* EXERCISE DETAILS
A complete answer includes every line below with the word "canvas".

==============================

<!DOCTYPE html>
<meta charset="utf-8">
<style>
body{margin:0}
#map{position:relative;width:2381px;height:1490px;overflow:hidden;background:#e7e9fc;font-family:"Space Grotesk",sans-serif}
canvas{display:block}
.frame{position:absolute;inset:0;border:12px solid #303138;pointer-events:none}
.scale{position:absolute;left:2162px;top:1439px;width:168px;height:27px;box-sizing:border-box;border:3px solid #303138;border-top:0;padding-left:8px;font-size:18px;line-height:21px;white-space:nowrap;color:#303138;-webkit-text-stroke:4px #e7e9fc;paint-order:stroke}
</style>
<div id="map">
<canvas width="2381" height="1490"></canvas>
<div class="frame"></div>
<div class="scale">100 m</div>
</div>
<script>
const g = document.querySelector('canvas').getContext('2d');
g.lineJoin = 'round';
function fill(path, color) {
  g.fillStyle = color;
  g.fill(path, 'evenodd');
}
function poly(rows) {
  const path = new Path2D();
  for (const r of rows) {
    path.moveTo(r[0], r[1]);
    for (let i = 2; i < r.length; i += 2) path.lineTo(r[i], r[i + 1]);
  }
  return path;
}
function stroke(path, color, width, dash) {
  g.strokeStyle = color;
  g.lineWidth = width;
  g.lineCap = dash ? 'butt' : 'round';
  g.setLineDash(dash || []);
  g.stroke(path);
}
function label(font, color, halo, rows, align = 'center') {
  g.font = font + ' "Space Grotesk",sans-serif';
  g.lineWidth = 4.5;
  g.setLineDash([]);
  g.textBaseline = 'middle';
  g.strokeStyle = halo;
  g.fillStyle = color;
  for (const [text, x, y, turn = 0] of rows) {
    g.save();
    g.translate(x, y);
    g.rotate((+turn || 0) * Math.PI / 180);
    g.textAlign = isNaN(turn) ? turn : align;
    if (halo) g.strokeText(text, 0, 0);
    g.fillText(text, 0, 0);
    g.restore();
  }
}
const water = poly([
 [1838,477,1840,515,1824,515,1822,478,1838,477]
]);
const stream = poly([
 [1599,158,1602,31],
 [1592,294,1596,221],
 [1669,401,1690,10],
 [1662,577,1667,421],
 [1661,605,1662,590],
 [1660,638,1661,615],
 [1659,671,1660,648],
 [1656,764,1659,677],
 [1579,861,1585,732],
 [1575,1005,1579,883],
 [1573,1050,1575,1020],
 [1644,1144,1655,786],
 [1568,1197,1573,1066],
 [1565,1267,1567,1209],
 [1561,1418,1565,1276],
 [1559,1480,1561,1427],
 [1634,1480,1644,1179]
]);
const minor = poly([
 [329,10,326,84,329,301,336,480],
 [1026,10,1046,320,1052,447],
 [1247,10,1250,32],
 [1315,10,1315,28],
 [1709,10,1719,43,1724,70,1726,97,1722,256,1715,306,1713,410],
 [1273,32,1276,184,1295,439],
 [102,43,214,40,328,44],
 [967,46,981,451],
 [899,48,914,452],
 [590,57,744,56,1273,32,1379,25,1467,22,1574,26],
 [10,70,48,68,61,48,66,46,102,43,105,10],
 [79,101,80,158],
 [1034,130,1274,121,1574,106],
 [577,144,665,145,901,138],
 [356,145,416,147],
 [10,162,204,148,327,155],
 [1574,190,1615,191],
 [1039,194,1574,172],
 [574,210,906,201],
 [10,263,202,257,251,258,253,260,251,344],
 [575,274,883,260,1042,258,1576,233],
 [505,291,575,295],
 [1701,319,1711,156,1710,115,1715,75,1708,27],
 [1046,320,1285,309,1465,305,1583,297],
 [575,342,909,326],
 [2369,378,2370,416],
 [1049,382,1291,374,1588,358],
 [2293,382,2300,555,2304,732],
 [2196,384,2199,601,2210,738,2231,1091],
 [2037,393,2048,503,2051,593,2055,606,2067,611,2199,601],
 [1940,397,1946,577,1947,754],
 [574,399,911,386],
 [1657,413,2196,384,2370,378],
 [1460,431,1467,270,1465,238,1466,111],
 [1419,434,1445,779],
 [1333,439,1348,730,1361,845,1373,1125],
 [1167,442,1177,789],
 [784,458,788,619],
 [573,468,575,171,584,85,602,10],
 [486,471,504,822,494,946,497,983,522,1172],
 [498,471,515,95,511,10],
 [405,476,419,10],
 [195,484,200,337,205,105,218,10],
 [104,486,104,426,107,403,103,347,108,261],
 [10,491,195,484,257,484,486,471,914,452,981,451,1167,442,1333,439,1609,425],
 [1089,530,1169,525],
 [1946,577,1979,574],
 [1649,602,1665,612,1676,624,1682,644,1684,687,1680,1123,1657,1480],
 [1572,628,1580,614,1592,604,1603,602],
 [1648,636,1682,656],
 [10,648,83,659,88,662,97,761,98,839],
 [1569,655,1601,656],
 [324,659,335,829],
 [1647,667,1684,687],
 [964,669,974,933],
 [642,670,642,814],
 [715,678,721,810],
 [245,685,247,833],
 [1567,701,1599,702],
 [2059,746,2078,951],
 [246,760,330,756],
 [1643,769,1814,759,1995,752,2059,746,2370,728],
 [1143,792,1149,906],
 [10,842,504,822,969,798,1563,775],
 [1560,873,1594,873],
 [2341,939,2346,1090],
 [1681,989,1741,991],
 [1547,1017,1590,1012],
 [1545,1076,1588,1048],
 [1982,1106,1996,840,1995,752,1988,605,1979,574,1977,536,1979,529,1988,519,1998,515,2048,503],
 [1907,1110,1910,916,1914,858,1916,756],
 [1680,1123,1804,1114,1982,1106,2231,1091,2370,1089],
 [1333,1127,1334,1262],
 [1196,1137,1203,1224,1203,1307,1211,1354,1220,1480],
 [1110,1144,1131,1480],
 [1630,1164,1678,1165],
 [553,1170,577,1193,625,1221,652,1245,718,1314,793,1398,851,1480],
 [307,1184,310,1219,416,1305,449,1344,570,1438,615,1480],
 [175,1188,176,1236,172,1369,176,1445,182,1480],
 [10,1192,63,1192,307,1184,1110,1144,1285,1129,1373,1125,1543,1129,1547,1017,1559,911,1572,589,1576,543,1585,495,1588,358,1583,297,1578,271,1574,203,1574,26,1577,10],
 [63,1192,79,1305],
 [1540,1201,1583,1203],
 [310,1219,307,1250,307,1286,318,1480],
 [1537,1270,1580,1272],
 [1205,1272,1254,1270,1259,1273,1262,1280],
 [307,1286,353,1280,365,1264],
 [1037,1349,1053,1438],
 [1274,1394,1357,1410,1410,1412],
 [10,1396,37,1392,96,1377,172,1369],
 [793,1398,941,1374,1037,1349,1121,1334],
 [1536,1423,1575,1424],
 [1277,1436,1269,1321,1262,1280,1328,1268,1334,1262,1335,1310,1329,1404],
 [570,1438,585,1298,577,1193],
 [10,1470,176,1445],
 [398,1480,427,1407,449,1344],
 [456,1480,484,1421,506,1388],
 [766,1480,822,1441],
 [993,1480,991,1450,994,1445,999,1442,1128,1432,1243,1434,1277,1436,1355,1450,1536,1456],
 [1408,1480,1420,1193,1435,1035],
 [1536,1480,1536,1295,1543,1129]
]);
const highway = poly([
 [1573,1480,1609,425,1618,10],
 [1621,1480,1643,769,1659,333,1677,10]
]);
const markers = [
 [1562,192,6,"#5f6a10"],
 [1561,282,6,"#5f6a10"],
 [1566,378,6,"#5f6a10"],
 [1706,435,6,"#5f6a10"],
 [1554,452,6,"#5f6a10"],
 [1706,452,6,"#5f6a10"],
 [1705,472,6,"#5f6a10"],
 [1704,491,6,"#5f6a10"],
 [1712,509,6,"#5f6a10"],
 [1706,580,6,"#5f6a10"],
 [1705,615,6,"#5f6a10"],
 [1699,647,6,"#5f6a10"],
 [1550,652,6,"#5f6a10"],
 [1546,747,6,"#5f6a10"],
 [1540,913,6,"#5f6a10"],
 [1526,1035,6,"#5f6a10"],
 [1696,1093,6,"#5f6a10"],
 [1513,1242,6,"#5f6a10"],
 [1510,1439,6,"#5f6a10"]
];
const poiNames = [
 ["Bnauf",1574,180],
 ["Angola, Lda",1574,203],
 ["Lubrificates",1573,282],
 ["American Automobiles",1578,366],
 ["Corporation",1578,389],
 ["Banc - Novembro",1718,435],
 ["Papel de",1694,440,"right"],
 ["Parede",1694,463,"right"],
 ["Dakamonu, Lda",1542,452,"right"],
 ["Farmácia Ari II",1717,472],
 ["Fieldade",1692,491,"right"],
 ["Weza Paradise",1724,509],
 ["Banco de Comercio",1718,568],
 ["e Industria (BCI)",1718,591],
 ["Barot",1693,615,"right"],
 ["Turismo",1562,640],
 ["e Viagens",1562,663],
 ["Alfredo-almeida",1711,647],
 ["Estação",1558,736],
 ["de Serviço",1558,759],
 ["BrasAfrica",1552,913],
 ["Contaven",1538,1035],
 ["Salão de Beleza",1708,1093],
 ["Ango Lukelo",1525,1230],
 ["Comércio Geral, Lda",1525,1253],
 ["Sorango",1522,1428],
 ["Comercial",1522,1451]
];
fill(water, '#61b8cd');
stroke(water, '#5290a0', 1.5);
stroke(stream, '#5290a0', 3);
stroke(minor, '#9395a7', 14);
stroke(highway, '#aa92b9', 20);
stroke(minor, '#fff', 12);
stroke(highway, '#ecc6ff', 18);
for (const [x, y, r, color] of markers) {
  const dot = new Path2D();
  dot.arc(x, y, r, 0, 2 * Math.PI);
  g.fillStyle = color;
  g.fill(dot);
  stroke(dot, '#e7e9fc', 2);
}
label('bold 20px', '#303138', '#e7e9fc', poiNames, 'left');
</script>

==============================

* REPLY
canvas{display:block}
<canvas width="2381" height="1490"></canvas>
const g = document.querySelector('canvas').getContext('2d');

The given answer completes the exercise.